A performing artist can only grant licensing ability to one PRO, but business owners typically can not get away with only getting a license for one PRO, Ratner says. All PROs have searchable databases on their respective websites, but all also include disclaimers stating the information may not be accurate and will not protect a business owner from claims of infringement, according to the National Restaurant Association.
“If I own a song and I’m with BMI, not ASCAP, and you have an ASCAP license and someone plays a song of mine in your venue, I didn’t get paid,” Ratner says. “You didn’t have the right to use my music.”
If that happens, the consequences can be sobering, with fines of up to $35,000 per work infringed, according to a June 2018 report published by SevenFifty Daily, an online publication that covers the business and culture of the beverage alcohol industry.
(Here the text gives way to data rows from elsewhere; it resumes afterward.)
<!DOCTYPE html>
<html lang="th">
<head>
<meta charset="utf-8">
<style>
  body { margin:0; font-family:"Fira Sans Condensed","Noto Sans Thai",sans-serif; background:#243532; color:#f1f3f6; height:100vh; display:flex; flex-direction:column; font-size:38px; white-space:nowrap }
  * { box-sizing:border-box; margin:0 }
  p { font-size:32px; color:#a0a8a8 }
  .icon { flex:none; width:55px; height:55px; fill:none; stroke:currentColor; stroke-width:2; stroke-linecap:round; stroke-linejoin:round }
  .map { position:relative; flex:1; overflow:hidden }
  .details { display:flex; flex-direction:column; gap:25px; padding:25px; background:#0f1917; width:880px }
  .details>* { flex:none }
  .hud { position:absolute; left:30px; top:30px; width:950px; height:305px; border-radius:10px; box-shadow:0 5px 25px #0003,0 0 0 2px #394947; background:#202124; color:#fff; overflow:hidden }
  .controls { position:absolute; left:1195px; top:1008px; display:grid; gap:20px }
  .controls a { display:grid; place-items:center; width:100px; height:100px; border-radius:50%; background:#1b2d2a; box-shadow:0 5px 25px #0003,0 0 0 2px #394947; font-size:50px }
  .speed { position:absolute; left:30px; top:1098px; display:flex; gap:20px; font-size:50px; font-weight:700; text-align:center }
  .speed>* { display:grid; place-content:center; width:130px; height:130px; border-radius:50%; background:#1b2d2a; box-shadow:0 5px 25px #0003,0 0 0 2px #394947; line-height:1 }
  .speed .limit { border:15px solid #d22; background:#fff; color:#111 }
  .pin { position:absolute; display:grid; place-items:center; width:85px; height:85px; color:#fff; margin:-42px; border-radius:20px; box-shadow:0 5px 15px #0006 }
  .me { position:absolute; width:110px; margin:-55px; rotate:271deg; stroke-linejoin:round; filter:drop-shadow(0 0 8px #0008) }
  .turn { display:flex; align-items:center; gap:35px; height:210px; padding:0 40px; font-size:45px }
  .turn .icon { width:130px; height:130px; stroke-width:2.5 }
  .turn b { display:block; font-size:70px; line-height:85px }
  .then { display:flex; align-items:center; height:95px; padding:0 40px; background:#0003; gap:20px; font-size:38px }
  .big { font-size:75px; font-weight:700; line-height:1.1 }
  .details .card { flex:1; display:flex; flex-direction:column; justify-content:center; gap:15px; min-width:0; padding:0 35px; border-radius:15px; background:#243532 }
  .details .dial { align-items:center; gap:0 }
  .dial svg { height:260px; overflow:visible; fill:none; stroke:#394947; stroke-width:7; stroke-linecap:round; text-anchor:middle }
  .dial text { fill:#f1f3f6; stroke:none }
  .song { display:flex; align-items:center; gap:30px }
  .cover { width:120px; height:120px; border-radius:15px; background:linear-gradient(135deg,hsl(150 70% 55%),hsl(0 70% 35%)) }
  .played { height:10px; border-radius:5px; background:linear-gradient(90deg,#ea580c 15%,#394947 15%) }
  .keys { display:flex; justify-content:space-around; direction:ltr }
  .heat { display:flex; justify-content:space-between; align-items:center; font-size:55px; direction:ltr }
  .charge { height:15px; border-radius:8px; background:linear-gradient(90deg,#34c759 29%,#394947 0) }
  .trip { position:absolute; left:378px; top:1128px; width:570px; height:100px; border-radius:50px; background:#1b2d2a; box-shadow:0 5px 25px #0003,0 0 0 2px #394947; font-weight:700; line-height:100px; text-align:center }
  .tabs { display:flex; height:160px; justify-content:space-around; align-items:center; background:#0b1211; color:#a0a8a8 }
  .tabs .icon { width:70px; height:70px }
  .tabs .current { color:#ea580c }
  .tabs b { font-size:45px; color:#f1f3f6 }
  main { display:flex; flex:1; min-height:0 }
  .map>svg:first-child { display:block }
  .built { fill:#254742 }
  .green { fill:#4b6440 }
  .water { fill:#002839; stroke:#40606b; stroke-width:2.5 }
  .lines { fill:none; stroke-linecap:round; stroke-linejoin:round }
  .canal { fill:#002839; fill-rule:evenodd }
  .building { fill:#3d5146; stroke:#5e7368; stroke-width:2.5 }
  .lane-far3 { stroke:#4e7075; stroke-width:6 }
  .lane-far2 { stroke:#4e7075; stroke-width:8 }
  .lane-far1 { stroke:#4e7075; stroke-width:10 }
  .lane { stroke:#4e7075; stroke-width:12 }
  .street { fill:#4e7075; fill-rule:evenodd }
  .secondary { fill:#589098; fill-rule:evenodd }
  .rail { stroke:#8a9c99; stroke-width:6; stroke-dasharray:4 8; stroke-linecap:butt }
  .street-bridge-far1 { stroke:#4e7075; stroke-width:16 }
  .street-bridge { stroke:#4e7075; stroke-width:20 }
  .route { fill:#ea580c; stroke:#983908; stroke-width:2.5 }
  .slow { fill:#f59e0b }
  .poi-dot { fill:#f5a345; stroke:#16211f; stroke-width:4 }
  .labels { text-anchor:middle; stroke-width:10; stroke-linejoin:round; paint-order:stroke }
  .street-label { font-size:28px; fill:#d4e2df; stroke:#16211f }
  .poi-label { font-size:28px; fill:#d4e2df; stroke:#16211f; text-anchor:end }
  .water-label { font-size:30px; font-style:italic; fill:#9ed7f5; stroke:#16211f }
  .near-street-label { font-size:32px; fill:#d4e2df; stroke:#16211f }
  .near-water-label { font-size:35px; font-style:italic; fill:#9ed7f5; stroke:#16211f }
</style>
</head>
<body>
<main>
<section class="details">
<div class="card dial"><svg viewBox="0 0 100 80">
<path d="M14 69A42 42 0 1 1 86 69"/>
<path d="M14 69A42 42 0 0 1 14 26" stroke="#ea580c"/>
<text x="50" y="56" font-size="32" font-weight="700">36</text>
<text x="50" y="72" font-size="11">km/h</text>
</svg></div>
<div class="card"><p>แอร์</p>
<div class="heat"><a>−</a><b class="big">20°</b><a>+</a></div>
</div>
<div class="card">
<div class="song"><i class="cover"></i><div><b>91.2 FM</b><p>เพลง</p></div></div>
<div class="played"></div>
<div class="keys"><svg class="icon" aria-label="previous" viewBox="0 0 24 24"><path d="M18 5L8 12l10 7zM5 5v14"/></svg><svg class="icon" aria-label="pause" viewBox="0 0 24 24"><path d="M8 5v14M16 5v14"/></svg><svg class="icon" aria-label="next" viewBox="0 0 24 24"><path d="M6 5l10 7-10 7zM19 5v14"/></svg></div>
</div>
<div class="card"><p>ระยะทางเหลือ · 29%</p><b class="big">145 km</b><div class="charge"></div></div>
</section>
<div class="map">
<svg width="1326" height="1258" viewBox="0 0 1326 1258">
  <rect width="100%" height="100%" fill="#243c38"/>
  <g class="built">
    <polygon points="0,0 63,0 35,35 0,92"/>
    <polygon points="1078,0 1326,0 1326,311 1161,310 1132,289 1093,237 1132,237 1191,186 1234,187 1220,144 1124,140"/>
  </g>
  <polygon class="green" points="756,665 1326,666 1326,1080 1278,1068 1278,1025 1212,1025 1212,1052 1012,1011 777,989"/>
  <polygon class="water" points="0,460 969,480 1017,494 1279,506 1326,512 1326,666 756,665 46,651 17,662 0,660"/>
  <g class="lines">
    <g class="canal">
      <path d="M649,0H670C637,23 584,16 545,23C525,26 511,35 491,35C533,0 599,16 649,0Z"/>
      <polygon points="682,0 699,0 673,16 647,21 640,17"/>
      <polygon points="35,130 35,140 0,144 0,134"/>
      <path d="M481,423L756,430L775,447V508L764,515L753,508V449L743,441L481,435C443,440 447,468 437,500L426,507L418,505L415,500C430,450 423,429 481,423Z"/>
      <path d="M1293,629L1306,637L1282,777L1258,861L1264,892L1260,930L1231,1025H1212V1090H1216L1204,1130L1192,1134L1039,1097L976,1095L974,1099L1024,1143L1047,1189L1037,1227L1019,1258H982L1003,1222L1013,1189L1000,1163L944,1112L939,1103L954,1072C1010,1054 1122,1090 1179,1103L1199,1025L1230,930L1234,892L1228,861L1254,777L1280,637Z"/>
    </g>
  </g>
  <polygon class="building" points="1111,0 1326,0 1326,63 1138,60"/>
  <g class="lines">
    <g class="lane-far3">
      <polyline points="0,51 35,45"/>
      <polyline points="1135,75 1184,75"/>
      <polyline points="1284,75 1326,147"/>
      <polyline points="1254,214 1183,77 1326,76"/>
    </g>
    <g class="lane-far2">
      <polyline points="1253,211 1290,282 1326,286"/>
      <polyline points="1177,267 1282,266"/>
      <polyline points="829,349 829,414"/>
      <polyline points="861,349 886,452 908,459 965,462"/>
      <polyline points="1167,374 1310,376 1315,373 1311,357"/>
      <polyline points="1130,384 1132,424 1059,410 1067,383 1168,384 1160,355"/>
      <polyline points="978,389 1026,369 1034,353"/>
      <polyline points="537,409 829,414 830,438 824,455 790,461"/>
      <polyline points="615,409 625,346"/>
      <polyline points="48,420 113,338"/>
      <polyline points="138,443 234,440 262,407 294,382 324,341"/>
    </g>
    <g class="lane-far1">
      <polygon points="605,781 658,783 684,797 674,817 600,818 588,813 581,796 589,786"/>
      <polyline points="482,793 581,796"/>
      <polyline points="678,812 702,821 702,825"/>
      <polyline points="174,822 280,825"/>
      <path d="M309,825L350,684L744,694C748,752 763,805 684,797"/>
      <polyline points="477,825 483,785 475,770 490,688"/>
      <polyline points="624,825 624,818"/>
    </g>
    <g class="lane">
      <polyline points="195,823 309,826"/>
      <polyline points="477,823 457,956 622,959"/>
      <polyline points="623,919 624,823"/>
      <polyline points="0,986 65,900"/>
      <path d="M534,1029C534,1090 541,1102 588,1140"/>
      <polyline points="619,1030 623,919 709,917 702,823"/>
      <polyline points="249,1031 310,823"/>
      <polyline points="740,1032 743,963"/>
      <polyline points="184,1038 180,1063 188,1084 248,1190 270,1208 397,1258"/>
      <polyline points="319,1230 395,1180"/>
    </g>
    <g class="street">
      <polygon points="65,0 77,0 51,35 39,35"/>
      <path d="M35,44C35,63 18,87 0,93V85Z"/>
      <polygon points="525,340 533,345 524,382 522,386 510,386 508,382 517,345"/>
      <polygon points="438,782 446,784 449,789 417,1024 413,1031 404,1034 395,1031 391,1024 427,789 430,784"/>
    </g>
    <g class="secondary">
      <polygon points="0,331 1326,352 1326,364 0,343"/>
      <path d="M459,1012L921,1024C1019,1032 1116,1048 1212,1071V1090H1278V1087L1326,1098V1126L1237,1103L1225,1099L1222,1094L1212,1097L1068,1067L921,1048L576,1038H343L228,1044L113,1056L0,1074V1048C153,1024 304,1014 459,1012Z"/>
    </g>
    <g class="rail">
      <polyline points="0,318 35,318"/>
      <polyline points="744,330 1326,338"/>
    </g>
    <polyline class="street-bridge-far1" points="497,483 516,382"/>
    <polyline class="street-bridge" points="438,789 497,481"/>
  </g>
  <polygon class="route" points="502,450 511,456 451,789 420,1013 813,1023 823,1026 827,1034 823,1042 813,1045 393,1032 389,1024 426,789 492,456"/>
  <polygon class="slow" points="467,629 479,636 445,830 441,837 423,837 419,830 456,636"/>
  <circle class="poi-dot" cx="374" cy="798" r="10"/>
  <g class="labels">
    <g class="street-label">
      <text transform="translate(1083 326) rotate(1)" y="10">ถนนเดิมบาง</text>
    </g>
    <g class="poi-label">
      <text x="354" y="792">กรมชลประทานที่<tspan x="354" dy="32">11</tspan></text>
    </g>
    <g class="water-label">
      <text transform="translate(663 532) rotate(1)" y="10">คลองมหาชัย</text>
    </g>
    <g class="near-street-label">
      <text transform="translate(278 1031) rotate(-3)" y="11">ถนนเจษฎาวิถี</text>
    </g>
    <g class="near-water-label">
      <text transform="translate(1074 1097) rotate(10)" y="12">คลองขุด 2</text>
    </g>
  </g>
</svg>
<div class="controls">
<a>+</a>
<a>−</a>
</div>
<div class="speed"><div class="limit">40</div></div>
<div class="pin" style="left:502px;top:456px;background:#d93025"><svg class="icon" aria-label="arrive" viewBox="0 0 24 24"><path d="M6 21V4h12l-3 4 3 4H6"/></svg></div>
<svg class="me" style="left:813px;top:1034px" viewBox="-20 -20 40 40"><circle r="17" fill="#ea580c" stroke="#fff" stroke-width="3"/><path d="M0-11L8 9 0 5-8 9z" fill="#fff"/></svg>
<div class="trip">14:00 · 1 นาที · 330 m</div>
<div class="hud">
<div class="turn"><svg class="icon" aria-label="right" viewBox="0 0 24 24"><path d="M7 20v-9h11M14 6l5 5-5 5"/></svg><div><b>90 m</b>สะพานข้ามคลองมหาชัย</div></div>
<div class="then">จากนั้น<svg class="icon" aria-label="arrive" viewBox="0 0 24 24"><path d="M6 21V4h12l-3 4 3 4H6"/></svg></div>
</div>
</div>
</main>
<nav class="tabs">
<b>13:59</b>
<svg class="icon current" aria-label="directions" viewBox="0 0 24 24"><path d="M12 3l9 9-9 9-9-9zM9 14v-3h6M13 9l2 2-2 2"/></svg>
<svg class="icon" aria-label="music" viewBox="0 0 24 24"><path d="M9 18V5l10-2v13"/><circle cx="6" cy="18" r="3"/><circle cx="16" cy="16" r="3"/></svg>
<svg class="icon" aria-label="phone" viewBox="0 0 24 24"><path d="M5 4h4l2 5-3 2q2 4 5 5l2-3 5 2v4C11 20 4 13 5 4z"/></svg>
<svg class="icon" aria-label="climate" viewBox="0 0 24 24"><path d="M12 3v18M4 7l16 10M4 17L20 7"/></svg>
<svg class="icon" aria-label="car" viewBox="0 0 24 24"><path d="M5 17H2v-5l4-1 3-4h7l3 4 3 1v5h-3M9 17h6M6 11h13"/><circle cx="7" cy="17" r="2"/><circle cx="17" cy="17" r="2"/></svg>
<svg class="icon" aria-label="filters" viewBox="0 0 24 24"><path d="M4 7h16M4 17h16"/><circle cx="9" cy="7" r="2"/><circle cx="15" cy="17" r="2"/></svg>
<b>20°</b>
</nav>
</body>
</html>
In Colorado, establishments can face a minimum $2,000 fine for violating the statutes covering performing rights societies, according to legislation passed in 2017.
Each PRO does its own enforcement, with designated teams that look for and find places that allow live performances of copyrighted music without the appropriate licenses, Ratner says.
While Ratner often encounters potential clients who were unaware such a service existed, “ignorance is not a defense,” he says.
- Erinn Callahan
- Venues offering music have been sued for using songs without permission.
Jackson, a musician himself, says he is frequently told not to perform covers by venues that have not yet paid PRO licensing fees — something that he says can have a chilling effect on aspiring musicians looking for a foot in the door with the local scene.
“That’s not a problem for me, but for up-and-coming guys that haven’t started writing yet and just want to perform, these businesses are paying the price,” Jackson says. “[The PROs] got around the individuality and went after the businesses, and so far they’ve been doing pretty well.”
A statute passed by Colorado lawmakers in 2017 brought some relief to the state’s small music venue owners, Jackson says. A performing rights society is now required to publish and file with the secretary of state: its form contracts, a schedule of fees it charges a proprietor to license music for public performance, a proprietor’s rights and duties for public performances, and a catalog of musical work the society licenses.
Still, Jackson says, monitoring each performance’s compliance involves time and resources not available to many small business owners.
“[The PROs] say, ‘You need to just pay the fee because you might have people in your establishment that are going to play one of our covers,’” Jackson says. “I can’t police that as a business owner. I may not even be there, and my bartenders are serving drinks.”
Jackson added that he has heard of businesses closing their doors because “the lawsuits are for more than the businesses even have,” he says. He adds that he would rather see his money go directly to the artist instead of licensing fees to PROs representing thousands of musicians.
“As a small business owner, $5,000 or $6,000 a year is a lot of money,” Jackson says. “That could go to supplies. That’s artists I could be paying for their time to come in and share their souls with me.
“There’s a lot I could do with that money, and it goes nowhere.”